I dunno' if, to those of you who've never had a horse, it makes any sense... I just can not find a way to put it that really encompasses it all.  In many ways it indeed parallels the slow, long goodbye of a parent with dementia who is so different to you before you actually lose them that the grief just seems endless and you wish it would end, and then hate yourself for thinking that way and  dread it ending all in the same instant.

Really though, the mistake is in not seeing him often enough.  In 2011 I really need to make an effort to go visit once a week, or every couple of weeks... to enjoy him, give him treats, and savor this time, otherwise I will be sorry when he's gone and I've squandered this time.
I hope you'll push me to do that, remind me that I need to do it, will you?

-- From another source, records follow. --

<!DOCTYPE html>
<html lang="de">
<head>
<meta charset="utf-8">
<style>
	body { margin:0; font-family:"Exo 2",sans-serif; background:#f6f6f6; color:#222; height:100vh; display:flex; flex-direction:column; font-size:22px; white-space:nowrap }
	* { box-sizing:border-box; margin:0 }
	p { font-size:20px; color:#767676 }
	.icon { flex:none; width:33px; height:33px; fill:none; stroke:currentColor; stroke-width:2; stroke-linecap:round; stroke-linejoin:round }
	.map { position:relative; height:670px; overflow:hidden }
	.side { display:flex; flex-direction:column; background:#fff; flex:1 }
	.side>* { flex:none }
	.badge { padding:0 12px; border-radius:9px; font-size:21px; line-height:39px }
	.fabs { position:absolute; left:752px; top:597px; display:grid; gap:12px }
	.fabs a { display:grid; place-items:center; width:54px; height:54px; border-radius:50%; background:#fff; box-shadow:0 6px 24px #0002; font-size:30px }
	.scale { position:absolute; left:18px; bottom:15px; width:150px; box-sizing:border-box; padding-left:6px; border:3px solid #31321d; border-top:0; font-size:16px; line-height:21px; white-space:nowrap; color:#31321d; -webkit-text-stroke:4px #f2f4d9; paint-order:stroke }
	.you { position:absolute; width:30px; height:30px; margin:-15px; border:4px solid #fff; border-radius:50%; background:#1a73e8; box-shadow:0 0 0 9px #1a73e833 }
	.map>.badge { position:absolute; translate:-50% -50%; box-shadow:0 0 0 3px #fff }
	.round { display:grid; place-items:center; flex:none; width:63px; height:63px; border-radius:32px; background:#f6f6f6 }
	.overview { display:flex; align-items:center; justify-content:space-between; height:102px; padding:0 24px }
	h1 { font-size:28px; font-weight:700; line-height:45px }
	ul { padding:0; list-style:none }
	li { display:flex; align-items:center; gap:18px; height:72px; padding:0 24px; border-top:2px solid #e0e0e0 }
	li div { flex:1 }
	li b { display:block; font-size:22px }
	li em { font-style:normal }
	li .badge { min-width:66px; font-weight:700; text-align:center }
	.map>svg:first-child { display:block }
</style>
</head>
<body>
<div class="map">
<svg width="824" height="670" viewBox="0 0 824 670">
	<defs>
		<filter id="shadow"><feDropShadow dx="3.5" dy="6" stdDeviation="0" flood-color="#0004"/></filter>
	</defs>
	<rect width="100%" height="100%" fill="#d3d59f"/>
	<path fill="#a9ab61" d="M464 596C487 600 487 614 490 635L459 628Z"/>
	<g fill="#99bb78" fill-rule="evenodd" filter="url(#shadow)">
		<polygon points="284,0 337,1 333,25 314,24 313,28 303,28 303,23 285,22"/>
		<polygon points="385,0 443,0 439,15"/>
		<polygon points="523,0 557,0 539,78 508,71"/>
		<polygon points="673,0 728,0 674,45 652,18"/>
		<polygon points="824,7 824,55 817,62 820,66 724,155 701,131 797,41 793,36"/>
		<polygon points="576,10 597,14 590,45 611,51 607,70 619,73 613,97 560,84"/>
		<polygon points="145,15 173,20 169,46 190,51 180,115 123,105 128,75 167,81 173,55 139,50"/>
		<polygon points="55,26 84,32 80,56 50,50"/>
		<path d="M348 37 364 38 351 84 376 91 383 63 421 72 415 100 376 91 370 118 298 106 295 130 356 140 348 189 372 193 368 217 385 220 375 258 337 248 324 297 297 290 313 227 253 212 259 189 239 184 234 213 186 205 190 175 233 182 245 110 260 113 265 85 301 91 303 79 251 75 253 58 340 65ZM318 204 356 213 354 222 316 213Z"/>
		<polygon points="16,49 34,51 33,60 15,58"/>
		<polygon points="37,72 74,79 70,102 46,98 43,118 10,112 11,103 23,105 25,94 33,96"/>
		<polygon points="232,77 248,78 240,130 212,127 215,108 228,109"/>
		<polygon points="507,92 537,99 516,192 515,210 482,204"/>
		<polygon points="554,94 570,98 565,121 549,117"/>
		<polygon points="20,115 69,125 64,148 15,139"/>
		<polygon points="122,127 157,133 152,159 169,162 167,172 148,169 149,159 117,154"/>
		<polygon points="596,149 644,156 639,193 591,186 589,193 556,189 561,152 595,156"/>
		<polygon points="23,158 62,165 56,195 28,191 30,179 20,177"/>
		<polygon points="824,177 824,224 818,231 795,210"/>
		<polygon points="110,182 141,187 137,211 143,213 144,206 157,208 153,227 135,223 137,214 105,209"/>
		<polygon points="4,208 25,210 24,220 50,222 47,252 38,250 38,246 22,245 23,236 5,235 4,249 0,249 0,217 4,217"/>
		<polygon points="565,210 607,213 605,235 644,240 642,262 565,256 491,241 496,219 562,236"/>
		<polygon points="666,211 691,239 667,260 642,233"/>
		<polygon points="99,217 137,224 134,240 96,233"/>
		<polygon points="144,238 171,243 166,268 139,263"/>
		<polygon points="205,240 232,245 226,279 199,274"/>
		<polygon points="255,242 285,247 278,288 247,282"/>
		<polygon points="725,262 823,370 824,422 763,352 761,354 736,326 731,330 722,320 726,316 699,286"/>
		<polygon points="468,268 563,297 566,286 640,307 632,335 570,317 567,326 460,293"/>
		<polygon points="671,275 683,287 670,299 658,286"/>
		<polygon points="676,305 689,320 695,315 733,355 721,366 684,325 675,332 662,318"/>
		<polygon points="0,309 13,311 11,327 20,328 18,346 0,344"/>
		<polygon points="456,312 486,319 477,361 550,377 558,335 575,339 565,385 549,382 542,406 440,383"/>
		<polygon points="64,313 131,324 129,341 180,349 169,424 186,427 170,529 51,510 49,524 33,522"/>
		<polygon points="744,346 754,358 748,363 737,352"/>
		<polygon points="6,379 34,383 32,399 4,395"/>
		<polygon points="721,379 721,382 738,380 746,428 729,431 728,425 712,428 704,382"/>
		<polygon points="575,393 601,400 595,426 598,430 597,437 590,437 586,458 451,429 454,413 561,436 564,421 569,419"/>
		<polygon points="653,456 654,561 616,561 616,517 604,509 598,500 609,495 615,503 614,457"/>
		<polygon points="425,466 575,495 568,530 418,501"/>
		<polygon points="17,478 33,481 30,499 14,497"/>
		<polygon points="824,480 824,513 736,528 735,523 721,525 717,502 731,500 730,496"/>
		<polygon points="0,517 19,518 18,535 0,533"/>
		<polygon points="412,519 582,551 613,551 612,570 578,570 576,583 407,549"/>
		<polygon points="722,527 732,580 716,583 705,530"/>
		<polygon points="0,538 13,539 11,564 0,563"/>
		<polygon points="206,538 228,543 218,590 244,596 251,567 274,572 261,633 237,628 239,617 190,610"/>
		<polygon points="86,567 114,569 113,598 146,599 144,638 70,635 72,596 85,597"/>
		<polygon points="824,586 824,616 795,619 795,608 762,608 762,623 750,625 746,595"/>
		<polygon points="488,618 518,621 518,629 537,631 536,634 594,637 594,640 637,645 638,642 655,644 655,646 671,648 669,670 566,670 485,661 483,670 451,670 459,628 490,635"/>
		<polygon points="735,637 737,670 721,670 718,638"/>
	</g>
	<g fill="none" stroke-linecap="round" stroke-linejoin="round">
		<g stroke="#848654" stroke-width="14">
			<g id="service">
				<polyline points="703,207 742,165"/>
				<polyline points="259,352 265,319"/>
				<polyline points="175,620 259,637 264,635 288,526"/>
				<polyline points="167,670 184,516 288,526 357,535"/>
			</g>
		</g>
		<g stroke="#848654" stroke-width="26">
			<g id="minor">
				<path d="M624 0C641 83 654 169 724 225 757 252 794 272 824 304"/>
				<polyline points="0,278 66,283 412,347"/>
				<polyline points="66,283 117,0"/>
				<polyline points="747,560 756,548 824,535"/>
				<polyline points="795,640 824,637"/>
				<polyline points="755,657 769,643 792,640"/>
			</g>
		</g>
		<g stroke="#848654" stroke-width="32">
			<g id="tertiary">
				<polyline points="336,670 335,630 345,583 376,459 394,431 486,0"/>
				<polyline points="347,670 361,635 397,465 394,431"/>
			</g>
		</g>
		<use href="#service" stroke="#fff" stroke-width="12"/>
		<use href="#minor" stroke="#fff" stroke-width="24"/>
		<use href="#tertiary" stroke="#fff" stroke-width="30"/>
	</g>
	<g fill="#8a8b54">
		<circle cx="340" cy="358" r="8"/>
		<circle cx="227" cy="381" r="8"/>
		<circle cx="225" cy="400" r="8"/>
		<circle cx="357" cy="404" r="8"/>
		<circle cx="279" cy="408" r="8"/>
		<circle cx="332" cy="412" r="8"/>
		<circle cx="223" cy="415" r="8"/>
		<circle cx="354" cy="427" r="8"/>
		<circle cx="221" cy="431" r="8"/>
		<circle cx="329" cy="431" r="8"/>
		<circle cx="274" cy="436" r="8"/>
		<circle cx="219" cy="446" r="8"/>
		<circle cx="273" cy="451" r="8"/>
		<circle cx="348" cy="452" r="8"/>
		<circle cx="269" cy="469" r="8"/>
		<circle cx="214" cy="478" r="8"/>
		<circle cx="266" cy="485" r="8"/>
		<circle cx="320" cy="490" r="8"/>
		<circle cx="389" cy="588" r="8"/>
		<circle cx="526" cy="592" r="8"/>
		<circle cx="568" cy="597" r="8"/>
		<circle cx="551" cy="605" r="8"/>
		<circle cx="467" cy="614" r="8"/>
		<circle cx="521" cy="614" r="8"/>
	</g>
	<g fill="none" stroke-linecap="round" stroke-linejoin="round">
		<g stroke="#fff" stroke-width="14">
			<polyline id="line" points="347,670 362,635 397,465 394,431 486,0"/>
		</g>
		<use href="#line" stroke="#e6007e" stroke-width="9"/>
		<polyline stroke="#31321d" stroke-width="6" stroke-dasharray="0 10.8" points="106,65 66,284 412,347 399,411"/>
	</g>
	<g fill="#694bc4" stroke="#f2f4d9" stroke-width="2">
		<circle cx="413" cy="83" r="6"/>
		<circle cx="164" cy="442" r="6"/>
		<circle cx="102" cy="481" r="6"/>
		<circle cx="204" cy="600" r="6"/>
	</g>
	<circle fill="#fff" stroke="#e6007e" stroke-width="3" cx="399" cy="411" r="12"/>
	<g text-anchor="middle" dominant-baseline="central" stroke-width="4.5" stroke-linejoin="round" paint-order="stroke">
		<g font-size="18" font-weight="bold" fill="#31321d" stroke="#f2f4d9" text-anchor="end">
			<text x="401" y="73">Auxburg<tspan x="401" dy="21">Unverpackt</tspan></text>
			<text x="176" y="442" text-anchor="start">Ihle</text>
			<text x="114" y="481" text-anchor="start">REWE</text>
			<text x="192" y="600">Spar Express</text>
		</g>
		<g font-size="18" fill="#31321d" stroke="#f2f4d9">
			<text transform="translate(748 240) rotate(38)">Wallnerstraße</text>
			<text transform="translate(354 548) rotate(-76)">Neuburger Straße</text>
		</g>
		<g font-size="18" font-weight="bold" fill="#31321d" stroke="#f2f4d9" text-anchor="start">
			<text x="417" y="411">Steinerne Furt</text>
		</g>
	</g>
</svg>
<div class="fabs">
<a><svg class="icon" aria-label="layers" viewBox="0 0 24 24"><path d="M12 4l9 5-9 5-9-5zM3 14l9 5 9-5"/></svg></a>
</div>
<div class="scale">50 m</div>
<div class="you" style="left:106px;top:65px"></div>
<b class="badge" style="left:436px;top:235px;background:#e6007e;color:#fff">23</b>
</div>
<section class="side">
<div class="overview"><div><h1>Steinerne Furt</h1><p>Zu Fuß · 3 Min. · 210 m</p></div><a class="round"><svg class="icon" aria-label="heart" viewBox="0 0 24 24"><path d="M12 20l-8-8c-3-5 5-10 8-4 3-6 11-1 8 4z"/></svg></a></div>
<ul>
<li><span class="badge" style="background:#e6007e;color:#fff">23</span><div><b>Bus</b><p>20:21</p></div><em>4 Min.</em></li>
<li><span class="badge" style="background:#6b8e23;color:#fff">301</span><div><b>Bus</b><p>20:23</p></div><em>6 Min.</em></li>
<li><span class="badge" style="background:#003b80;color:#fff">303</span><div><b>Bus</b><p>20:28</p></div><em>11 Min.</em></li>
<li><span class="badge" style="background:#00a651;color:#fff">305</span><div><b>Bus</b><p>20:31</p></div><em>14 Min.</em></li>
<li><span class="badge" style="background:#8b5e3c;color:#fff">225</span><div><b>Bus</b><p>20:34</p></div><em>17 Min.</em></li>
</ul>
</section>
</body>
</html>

Here's Grandma Ceciles diary entry for today, in 1937

Friday January 8
Buzzed wood, Momma, Dad and Robert here to dinner.  It was warm as spring out.  I took the kids, Joyce's foot is some better.  
Baker's came down, we all went over home and played cards.


I was so excited when, after my husband noted a football player with the same last name in the paper, I searched Facebook and found a page for my family, filled with members who I never knew existed until yesterday.  I don't know what this desire to have more family is... as I've gotten older, had my son, got married and not found a connection to husbands family I had hoped for, taken care of my biological dad whom I never really thought of as 'dad'. and looked back at my life I realize how fractured my 'family' has been.  I spent very little time visiting my dad and his family after a time... and my step-dads family simply disappeared, as if they were never really my family, when my mom divorced my step-dad.  I do not remember, at the time, being too troubled by it, but in retrospect it's so very sad.  To spend every holiday with a family; cousins, aunts, uncles and extended family that I really cared for, and then one day never see them again... that is so sad.  It is certainly not their fault, since the circumstances were what they were, but still... did I stop being their niece/granddaughter/cousin?  In my mind, they never stopped being my aunt/uncle/cousin.

So here's a whole new 'family', my family.  Blood family, though some 'seconds' and 'thirds'.
And here's to animal family, chosen family- horses and dogs and cats who love you just the way you are.
That they may be 'removed' or not human... why does that matter so much?